Ignore the pictures in the data below and set down exactly the lines from its first line through the line containing "position:relative; width:1107px; height:1222px;".

**RECORDS FOR THE EXERCISE:**
◇ ◇ ◇ ◇

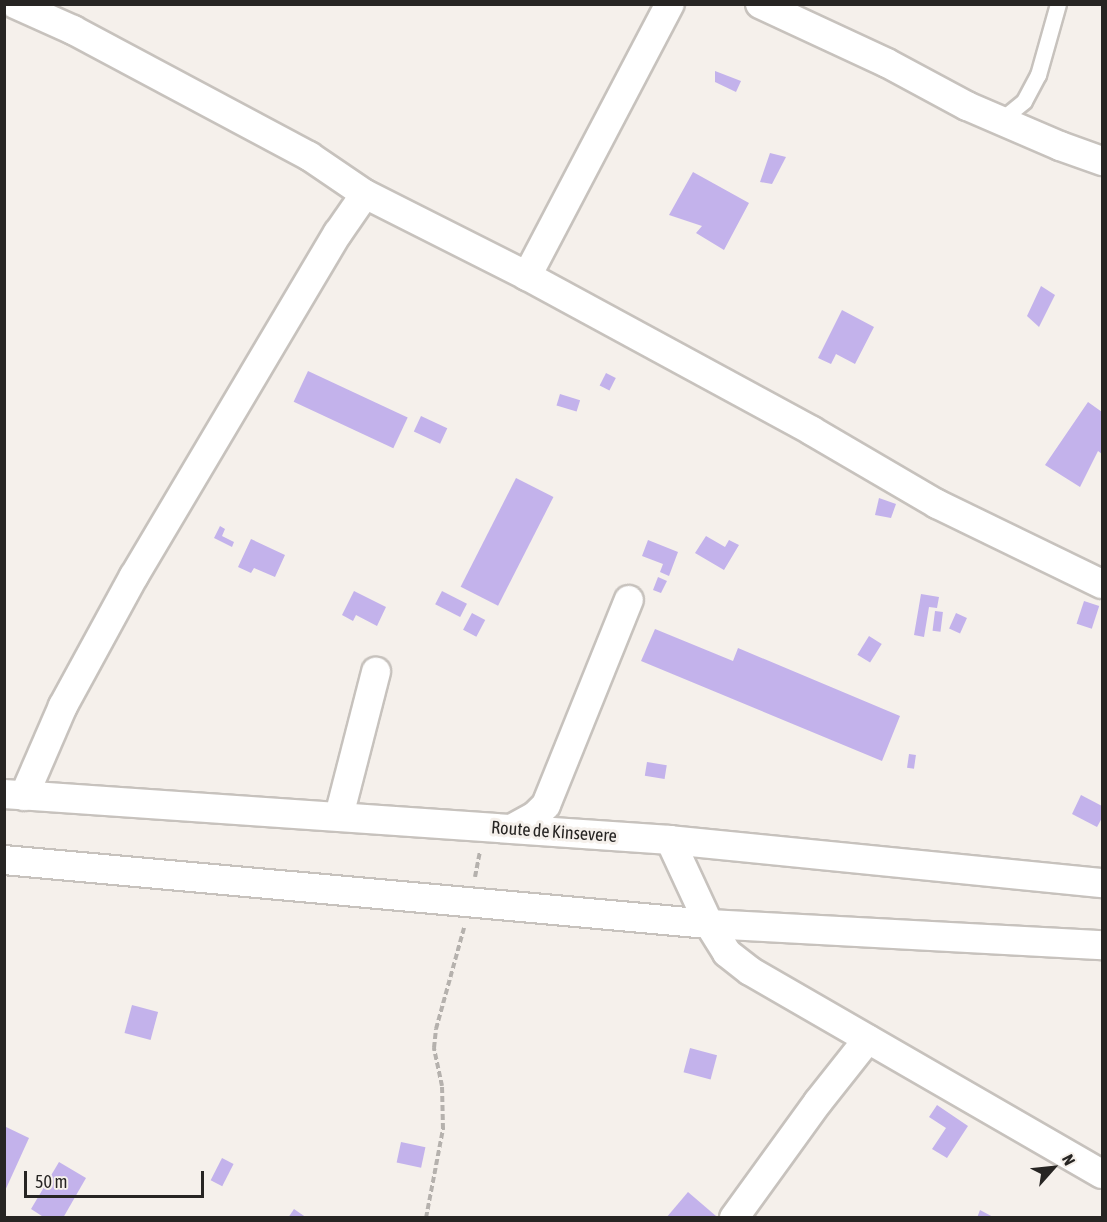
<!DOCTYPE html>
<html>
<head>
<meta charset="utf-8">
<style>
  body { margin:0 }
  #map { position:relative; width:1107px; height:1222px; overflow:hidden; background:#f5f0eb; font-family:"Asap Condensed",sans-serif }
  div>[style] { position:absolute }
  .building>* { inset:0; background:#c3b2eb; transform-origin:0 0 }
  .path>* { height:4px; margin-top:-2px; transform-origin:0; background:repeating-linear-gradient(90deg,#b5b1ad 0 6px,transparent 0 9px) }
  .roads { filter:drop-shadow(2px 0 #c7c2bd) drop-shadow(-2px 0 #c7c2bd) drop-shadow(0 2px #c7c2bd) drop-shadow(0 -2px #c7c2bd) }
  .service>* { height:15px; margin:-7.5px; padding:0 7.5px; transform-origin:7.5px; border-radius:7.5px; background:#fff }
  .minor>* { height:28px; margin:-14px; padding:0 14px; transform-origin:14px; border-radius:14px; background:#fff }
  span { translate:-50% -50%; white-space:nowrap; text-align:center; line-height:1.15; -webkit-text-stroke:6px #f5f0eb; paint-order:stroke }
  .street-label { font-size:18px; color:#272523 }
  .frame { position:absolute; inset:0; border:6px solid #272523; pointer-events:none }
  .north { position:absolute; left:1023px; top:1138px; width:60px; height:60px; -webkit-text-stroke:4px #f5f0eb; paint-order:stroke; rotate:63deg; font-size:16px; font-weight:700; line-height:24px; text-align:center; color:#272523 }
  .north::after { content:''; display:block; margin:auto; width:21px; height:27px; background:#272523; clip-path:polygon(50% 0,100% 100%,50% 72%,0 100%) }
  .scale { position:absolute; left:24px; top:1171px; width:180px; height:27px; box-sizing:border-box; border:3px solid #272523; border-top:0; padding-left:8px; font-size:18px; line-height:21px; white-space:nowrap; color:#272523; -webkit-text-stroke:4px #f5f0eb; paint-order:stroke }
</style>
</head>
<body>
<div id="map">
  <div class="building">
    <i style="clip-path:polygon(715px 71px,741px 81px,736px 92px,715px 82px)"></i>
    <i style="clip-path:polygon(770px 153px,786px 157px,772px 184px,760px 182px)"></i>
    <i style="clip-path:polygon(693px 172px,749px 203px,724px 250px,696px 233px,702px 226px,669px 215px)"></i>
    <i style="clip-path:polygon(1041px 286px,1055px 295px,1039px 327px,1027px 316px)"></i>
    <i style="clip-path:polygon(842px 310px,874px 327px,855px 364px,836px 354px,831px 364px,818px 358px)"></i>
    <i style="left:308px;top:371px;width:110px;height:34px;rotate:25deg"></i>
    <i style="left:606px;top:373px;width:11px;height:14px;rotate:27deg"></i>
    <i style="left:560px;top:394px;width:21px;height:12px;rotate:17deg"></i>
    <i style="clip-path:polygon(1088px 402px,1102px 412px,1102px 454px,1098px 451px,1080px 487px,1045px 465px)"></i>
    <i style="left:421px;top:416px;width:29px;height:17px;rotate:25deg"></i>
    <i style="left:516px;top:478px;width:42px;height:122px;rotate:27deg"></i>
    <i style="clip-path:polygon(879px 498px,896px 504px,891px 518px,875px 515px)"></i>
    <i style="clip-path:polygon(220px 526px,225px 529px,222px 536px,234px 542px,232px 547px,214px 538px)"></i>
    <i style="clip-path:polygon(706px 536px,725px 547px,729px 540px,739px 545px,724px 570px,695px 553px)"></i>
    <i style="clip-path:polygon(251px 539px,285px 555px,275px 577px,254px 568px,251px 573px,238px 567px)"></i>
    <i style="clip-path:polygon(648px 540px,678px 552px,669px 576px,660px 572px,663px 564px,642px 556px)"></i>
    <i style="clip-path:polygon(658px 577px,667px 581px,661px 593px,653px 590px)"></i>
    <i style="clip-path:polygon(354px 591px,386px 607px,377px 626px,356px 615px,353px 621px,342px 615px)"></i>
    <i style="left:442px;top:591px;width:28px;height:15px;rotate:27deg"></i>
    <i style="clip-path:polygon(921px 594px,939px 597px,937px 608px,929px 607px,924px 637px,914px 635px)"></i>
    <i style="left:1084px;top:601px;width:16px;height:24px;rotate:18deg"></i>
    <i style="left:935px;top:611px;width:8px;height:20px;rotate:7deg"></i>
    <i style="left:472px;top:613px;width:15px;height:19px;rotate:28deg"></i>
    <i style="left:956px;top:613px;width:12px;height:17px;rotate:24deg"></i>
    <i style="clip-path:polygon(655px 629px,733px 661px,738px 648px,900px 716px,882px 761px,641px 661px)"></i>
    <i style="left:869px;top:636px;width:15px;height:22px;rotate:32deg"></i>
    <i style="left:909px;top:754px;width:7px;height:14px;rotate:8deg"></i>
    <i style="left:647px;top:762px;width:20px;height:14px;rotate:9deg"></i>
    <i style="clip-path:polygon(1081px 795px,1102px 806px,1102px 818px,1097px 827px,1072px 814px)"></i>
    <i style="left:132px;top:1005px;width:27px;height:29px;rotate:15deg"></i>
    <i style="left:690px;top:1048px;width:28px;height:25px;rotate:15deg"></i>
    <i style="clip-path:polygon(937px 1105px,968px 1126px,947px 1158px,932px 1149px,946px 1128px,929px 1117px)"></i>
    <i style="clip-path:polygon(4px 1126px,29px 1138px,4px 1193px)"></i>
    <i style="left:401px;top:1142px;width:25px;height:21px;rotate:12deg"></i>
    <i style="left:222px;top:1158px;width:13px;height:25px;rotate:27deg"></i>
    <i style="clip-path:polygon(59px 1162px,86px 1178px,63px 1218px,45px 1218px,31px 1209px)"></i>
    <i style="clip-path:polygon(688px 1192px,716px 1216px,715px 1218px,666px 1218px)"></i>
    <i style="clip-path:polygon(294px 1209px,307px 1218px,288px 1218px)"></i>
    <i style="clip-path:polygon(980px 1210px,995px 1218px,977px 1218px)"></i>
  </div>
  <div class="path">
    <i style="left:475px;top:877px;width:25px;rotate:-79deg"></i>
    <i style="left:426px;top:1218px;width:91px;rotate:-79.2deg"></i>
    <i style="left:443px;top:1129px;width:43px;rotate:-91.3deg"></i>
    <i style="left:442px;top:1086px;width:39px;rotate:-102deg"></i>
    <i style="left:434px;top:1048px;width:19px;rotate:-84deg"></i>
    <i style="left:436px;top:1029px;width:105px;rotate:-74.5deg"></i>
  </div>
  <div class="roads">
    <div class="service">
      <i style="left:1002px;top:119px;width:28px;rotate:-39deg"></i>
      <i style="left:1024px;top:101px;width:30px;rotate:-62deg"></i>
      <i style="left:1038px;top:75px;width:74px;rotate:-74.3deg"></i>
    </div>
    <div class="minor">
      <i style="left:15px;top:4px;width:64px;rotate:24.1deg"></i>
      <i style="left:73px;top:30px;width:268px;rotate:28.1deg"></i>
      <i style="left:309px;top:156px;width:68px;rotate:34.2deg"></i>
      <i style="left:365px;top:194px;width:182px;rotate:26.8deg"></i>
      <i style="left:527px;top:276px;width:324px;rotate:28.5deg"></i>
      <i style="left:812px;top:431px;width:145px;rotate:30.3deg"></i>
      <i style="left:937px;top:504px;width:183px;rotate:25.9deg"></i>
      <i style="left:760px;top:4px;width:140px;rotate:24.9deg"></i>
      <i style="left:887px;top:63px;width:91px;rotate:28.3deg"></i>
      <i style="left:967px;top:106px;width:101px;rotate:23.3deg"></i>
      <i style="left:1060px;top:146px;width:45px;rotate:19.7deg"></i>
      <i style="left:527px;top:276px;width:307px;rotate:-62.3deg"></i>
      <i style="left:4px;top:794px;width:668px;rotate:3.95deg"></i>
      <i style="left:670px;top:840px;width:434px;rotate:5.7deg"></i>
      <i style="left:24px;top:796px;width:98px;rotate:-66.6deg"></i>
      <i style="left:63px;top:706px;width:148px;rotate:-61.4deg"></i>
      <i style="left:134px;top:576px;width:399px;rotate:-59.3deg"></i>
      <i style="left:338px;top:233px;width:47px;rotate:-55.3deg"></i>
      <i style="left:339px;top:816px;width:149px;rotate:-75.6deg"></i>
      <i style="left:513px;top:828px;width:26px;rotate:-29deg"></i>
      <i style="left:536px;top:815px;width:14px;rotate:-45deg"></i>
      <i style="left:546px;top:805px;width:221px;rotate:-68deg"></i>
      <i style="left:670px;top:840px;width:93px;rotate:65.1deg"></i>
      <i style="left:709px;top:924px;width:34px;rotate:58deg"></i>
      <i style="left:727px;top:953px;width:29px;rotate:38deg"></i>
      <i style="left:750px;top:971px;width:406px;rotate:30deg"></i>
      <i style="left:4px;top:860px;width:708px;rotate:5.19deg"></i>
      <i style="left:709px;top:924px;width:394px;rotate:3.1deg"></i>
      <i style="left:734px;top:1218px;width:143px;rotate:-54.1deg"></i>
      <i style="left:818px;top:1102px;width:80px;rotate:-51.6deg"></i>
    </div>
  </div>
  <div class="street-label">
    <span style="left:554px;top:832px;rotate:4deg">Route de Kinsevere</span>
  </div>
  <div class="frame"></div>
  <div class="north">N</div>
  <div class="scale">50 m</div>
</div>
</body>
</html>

◇ ◇ ◇ ◇

**THE COMPLETED TASK:**
<!DOCTYPE html>
<html>
<head>
<meta charset="utf-8">
<style>
  body { margin:0 }
  #map { position:relative; width:1107px; height:1222px; overflow:hidden; background:#f5f0eb; font-family:"Asap Condensed",sans-serif }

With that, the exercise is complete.